▶ LISTED RECORDS:
************

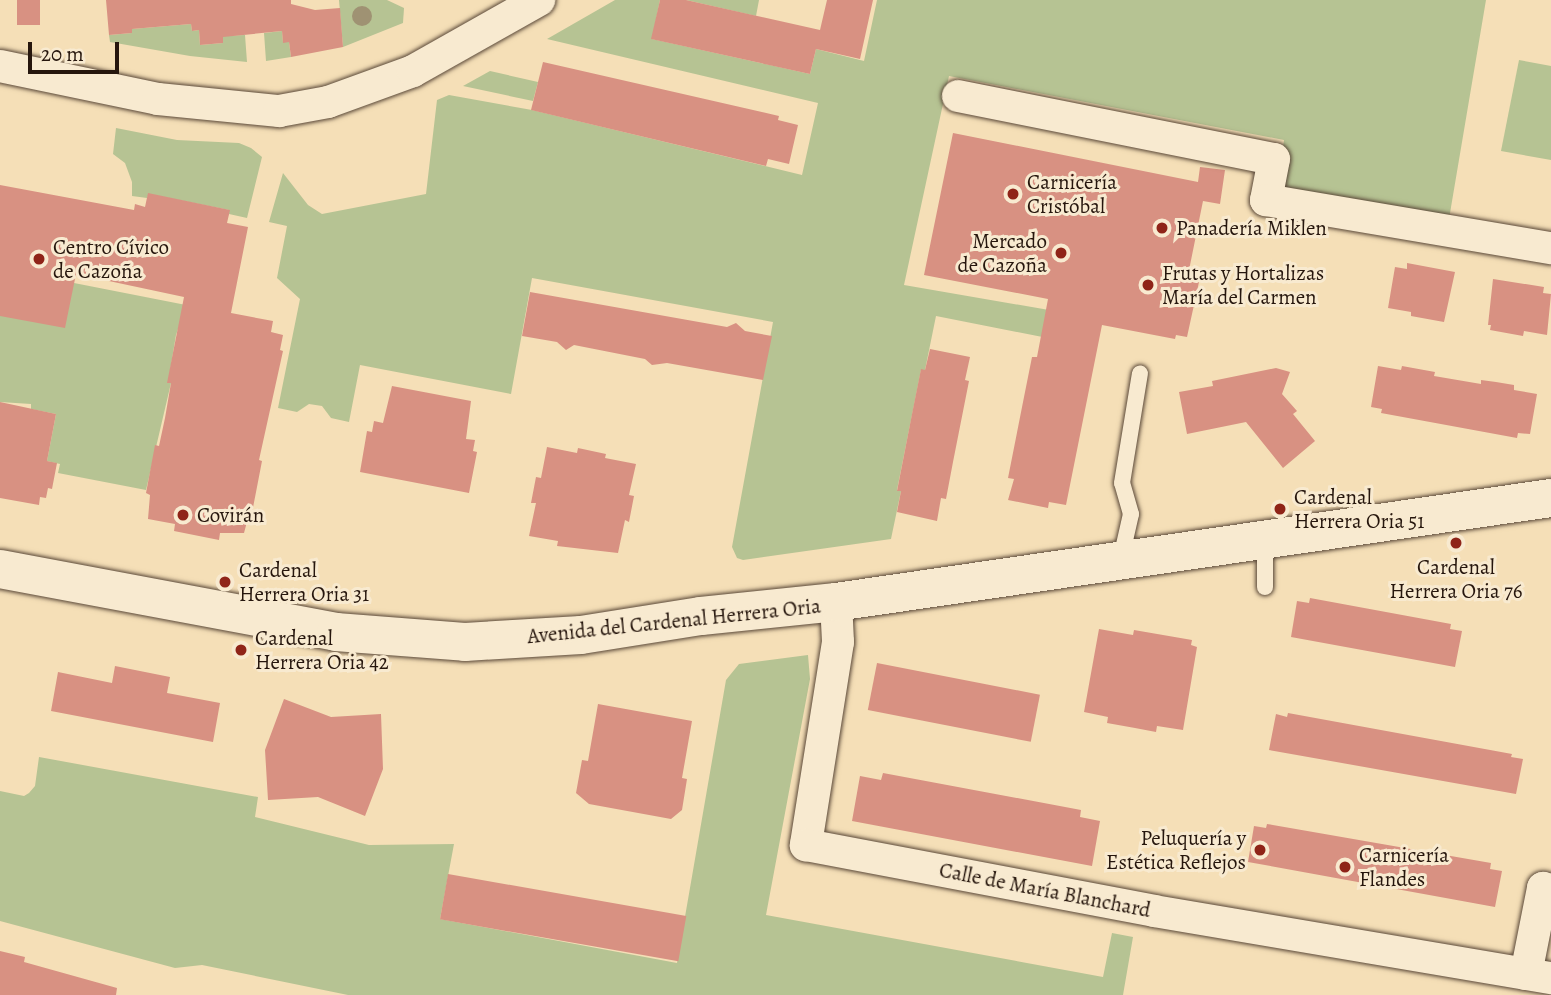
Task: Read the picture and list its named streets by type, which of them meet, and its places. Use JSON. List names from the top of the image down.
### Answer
{
  "streets": {
    "main road": ["Avenida del Cardenal Herrera Oria"],
    "street": ["Calle de María Blanchard"]
  },
  "crossings": [
    ["Avenida del Cardenal Herrera Oria", "Calle de María Blanchard"]
  ],
  "places": [
    "Carnicería Cristóbal",
    "Panadería Miklen",
    "Mercado de Cazoña",
    "Centro Cívico de Cazoña",
    "Frutas y Hortalizas María del Carmen",
    "Cardenal Herrera Oria 51",
    "Covirán",
    "Cardenal Herrera Oria 76",
    "Cardenal Herrera Oria 31",
    "Cardenal Herrera Oria 42",
    "Peluquería y Estética Reflejos",
    "Carnicería Flandes"
  ],
  "scale_bar": "20 m"
}
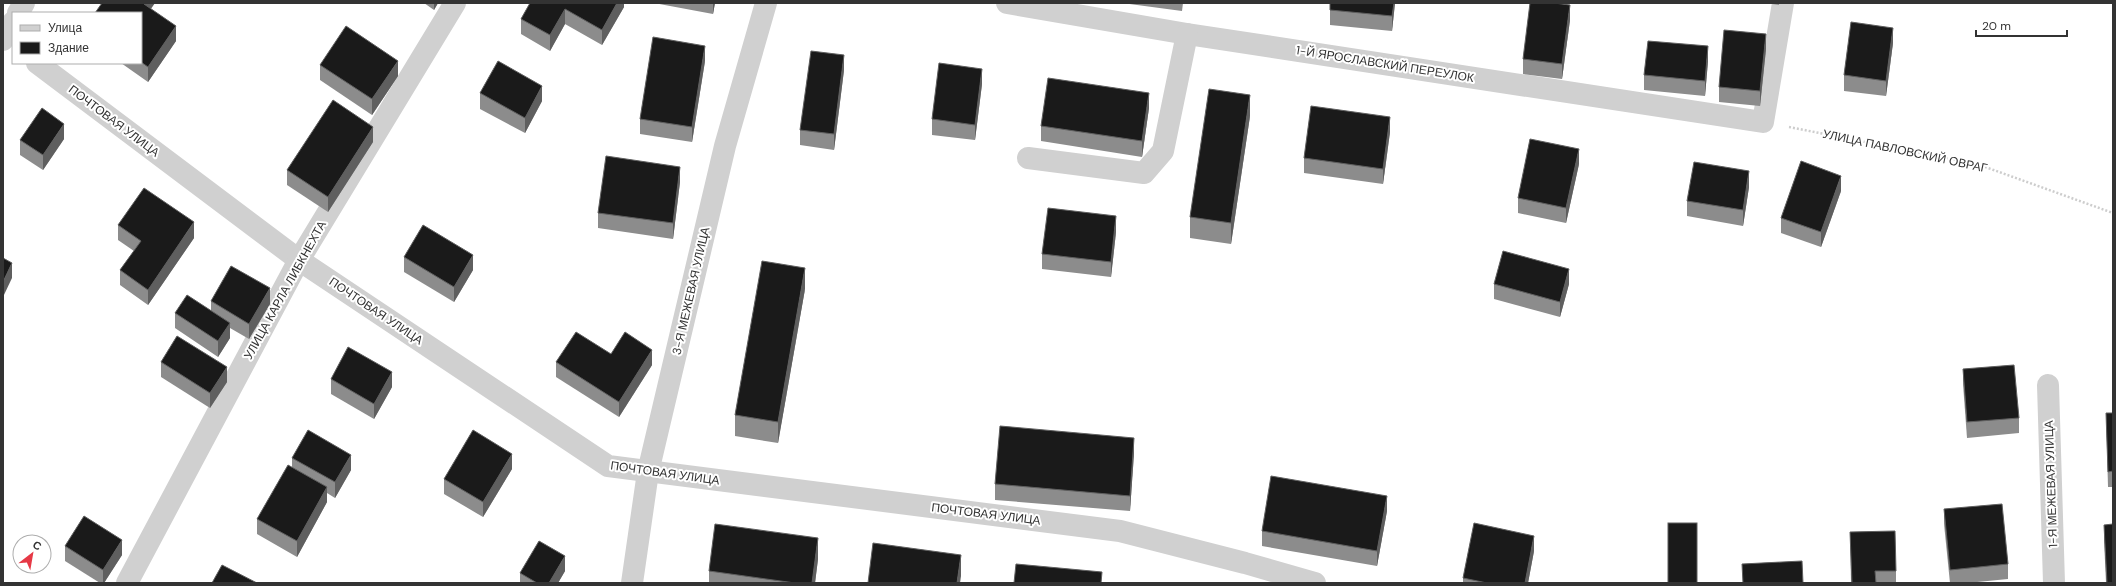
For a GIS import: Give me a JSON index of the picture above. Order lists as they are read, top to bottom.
{
  "streets": {
    "street": [
      "1-Й ЯРОСЛАВСКИЙ ПЕРЕУЛОК",
      "ПОЧТОВАЯ УЛИЦА",
      "УЛИЦА КАРЛА ЛИБКНЕХТА",
      "3-Я МЕЖЕВАЯ УЛИЦА",
      "1-Я МЕЖЕВАЯ УЛИЦА"
    ],
    "path": ["УЛИЦА ПАВЛОВСКИЙ ОВРАГ"]
  },
  "crossings": [
    ["1-Й ЯРОСЛАВСКИЙ ПЕРЕУЛОК", "УЛИЦА ПАВЛОВСКИЙ ОВРАГ"],
    ["ПОЧТОВАЯ УЛИЦА", "УЛИЦА КАРЛА ЛИБКНЕХТА"],
    ["ПОЧТОВАЯ УЛИЦА", "3-Я МЕЖЕВАЯ УЛИЦА"]
  ],
  "legend": ["Улица", "Здание"],
  "scale_bar": "20 m",
  "north": "top right"
}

************

▶ TASK ITEM: Your task is an exact printout of the records above, with no pictures.

▶ OUTPUT FOR THIS TASK:
Task: Read the picture and list its named streets by type, which of them meet, and its places. Use JSON. List names from the top of the image down.
### Answer
{
  "streets": {
    "main road": ["Avenida del Cardenal Herrera Oria"],
    "street": ["Calle de María Blanchard"]
  },
  "crossings": [
    ["Avenida del Cardenal Herrera Oria", "Calle de María Blanchard"]
  ],
  "places": [
    "Carnicería Cristóbal",
    "Panadería Miklen",
    "Mercado de Cazoña",
    "Centro Cívico de Cazoña",
    "Frutas y Hortalizas María del Carmen",
    "Cardenal Herrera Oria 51",
    "Covirán",
    "Cardenal Herrera Oria 76",
    "Cardenal Herrera Oria 31",
    "Cardenal Herrera Oria 42",
    "Peluquería y Estética Reflejos",
    "Carnicería Flandes"
  ],
  "scale_bar": "20 m"
}
For a GIS import: Give me a JSON index of the picture above. Order lists as they are read, top to bottom.
{
  "streets": {
    "street": [
      "1-Й ЯРОСЛАВСКИЙ ПЕРЕУЛОК",
      "ПОЧТОВАЯ УЛИЦА",
      "УЛИЦА КАРЛА ЛИБКНЕХТА",
      "3-Я МЕЖЕВАЯ УЛИЦА",
      "1-Я МЕЖЕВАЯ УЛИЦА"
    ],
    "path": ["УЛИЦА ПАВЛОВСКИЙ ОВРАГ"]
  },
  "crossings": [
    ["1-Й ЯРОСЛАВСКИЙ ПЕРЕУЛОК", "УЛИЦА ПАВЛОВСКИЙ ОВРАГ"],
    ["ПОЧТОВАЯ УЛИЦА", "УЛИЦА КАРЛА ЛИБКНЕХТА"],
    ["ПОЧТОВАЯ УЛИЦА", "3-Я МЕЖЕВАЯ УЛИЦА"]
  ],
  "legend": ["Улица", "Здание"],
  "scale_bar": "20 m",
  "north": "top right"
}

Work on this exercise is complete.